Der lässt mit süßer Hoffnung mich umranken,
Zu Tränen rührt der andre mich dabei,
Doch jeder ruft das Mitleid in die Schranken,
Denn keiner ist von Furcht im Herzen frei.

Drum weiß ich nicht, woher nun Stoff entnehmen,
Denn singen möcht ich, weiß doch nichts zu sagen,
Verstrickt in Liebeszweifel so, in leidige.

Und will ich dann mich allen anbequemen,
So muss ich diese Not der Feindin klagen,
Der Herrin Mitleid, dass sie mich verteidige!

Appresso di questa soprascritta visione, avendo già dette le parole che Amore m'avea imposte a dire, mi cominciaro molti e diversi pensamenti a combattere ed a tentare, ciascuno quasi indefensibilemente; tra li quali pensamenti quattro mi parea che ingombrassero più lo riposo de la vita. L'uno de li quali era questo: buona è la signoria d'Amore, però che trae lo intendimento del suo fedele da tutte le vili cose. L'altro era questo: non buona è la signoria d'Amore, però che quanto lo suo fedele più fede li porta, tanto più gravi e dolorosi punti li conviene passare. L'altro era questo: lo nome d'Amore è sì dolce a udire, che impossibile mi pare che la sua propria operazione sia ne le più cose altro che dolce, con ciò sia cosa che li nomi sèguitino le nominate cose, sì come è scritto: "Nomina sunt consequentia rerum". Lo quarto era questo: la donna per cui Amore ti stringe così, non è come l'altre donne, che leggeramente si muova dal suo cuore. E ciascuno mi combattea tanto, che mi facea stare quasi come colui che non sa per qual via pigli lo suo cammino, e che vuole andare e non sa onde se ne vada; e se io pensava di volere cercare una comune via di costoro, cioè là ove tutti s'accordassero, questa era via molto inimica verso me, cioè di chiamare e di mettermi ne le braccia de la Pietà. E in questo stato dimorando, mi giunse volontade di scriverne parole rimate; e dìssine allora questo sonetto, lo quale comincia: " Tutti li miei pensier".

Tutti li miei pensier parlan d'Amore; e hanno in loro sì gran varietate, ch'altro mi fa voler sua potestate, altro folle ragiona il suo valore,

altro sperando m'aporta dolzore, altro pianger mi fa spesse fiate; e sol s'accordano in cherer pietate, tremando di paura, che è nel core.

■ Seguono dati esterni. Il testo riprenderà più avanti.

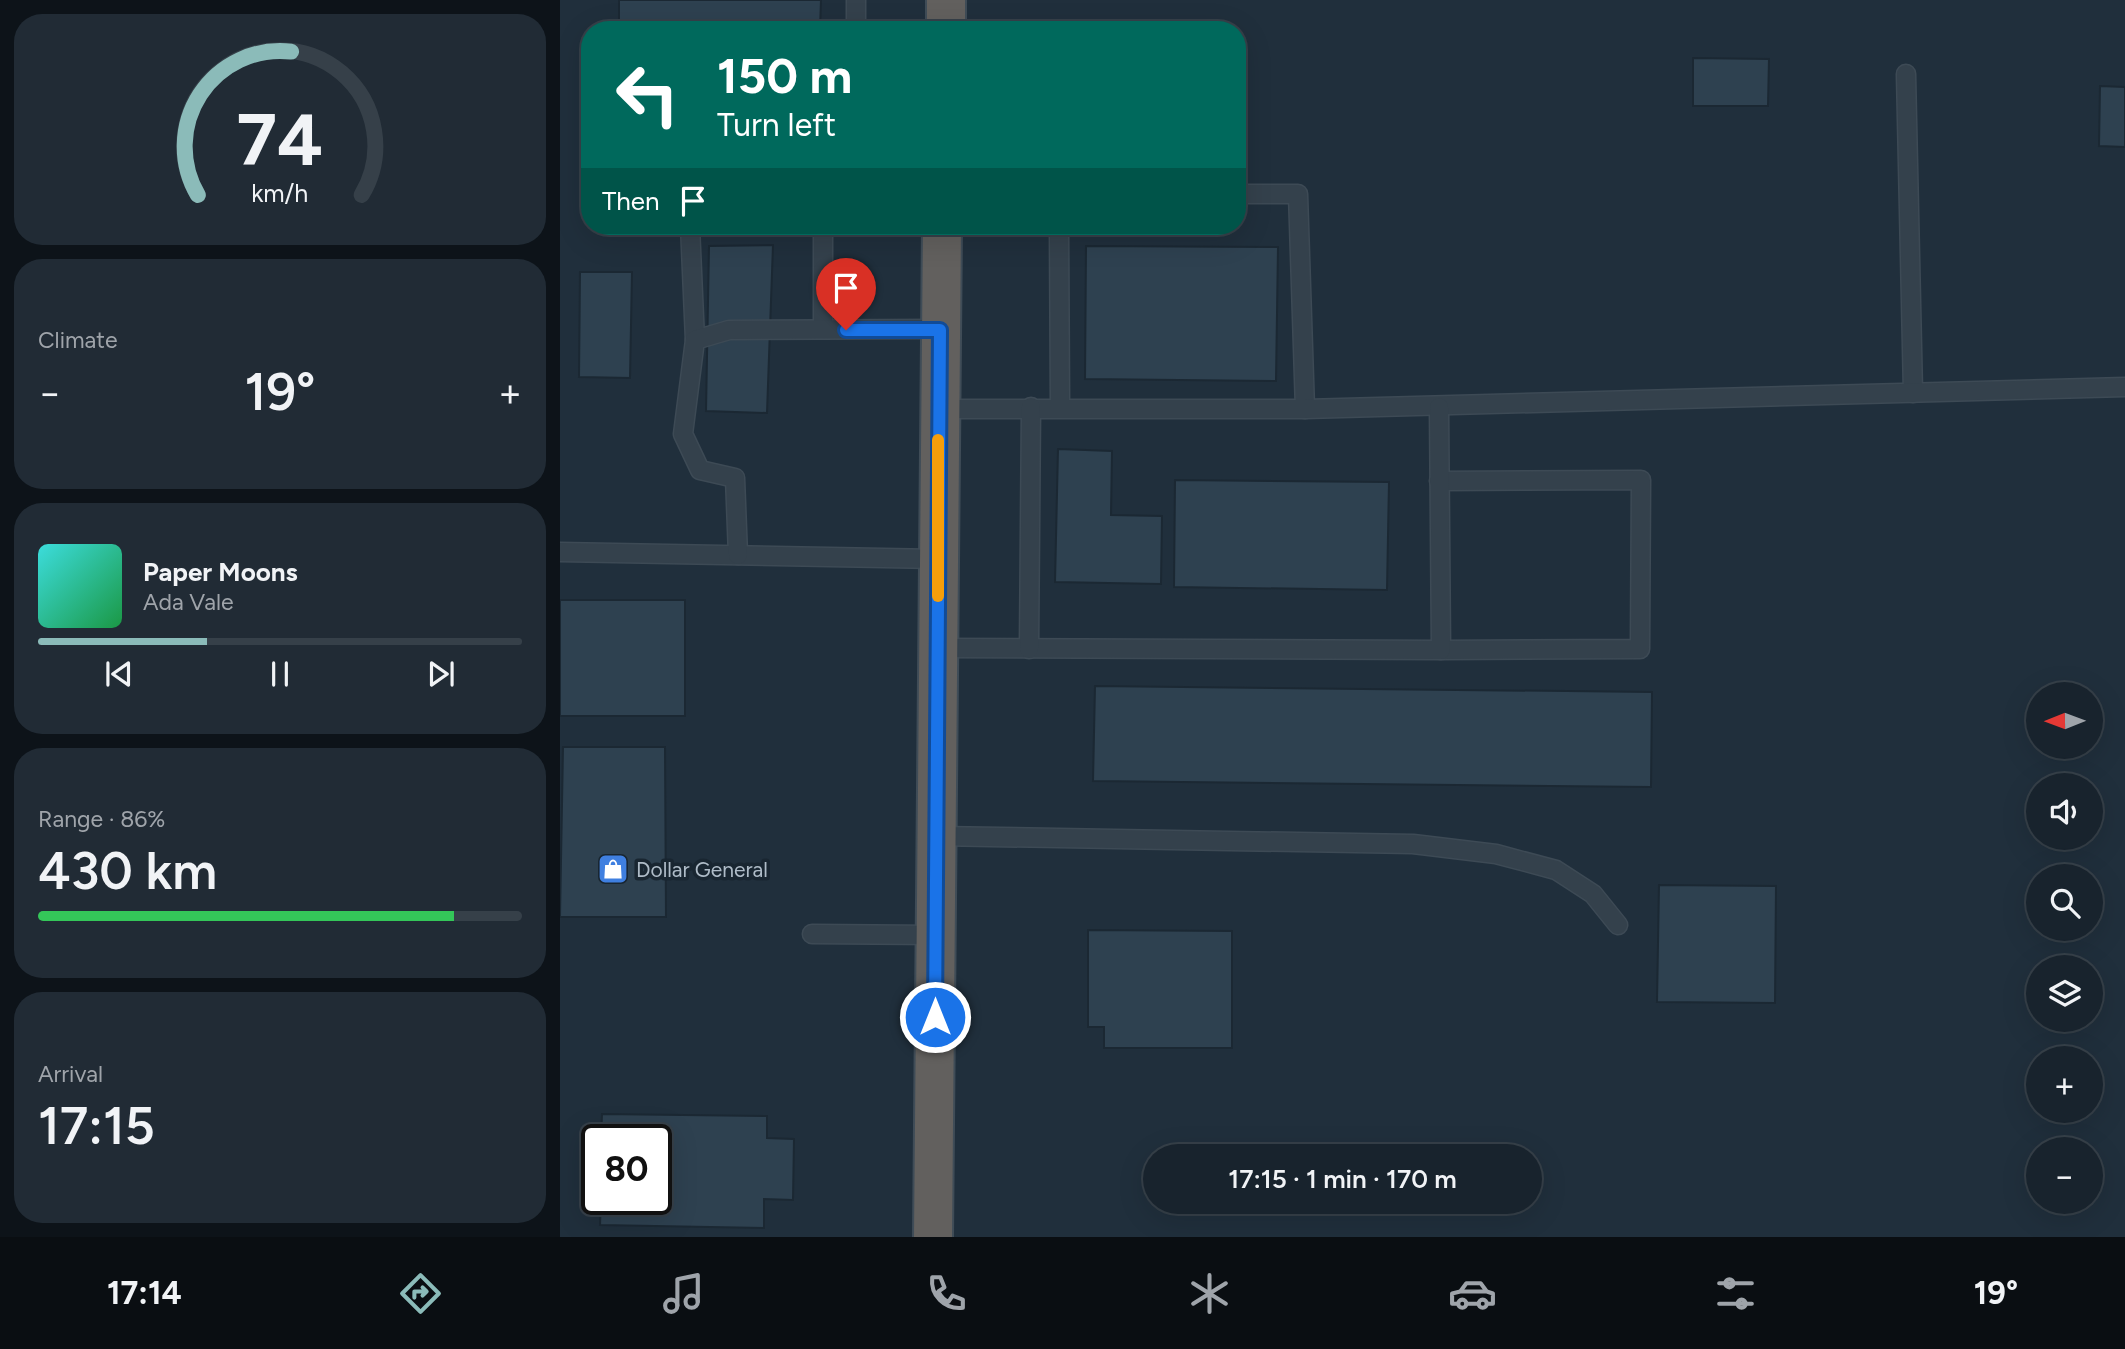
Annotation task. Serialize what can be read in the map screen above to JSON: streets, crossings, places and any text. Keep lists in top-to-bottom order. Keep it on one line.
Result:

Ond'io non so da qual matera prenda; e vorrei dire, e non so ch'io mi dica: così mi trovo in amorosa erranza.

E se con tutti vòi far accordanza, convènemi chiamar la mia nemica, madonna la Pietà, che mi difenda.

Questo sonetto in quattro parti si può dividere: ne la prima dico e soppongo che tutti li miei pensieri sono d'Amore; ne la seconda dico che sono diversi, e narro la loro diversitade; ne la terza dico in che tutti pare che s'accordino; ne la quarta dico che volendo dire d'Amore, non so da qual parte pigli matera, e se la voglio pigliare da tutti, convene che io chiami la mia inimica, madonna la Pietade; e dico «madonna» quasi per disdegnoso modo di parlare. La seconda parte comincia quivi: "e hanno in loro"; la terza quivi: "e sol s'accordano"; la quarta quivi: "Ond'io non so".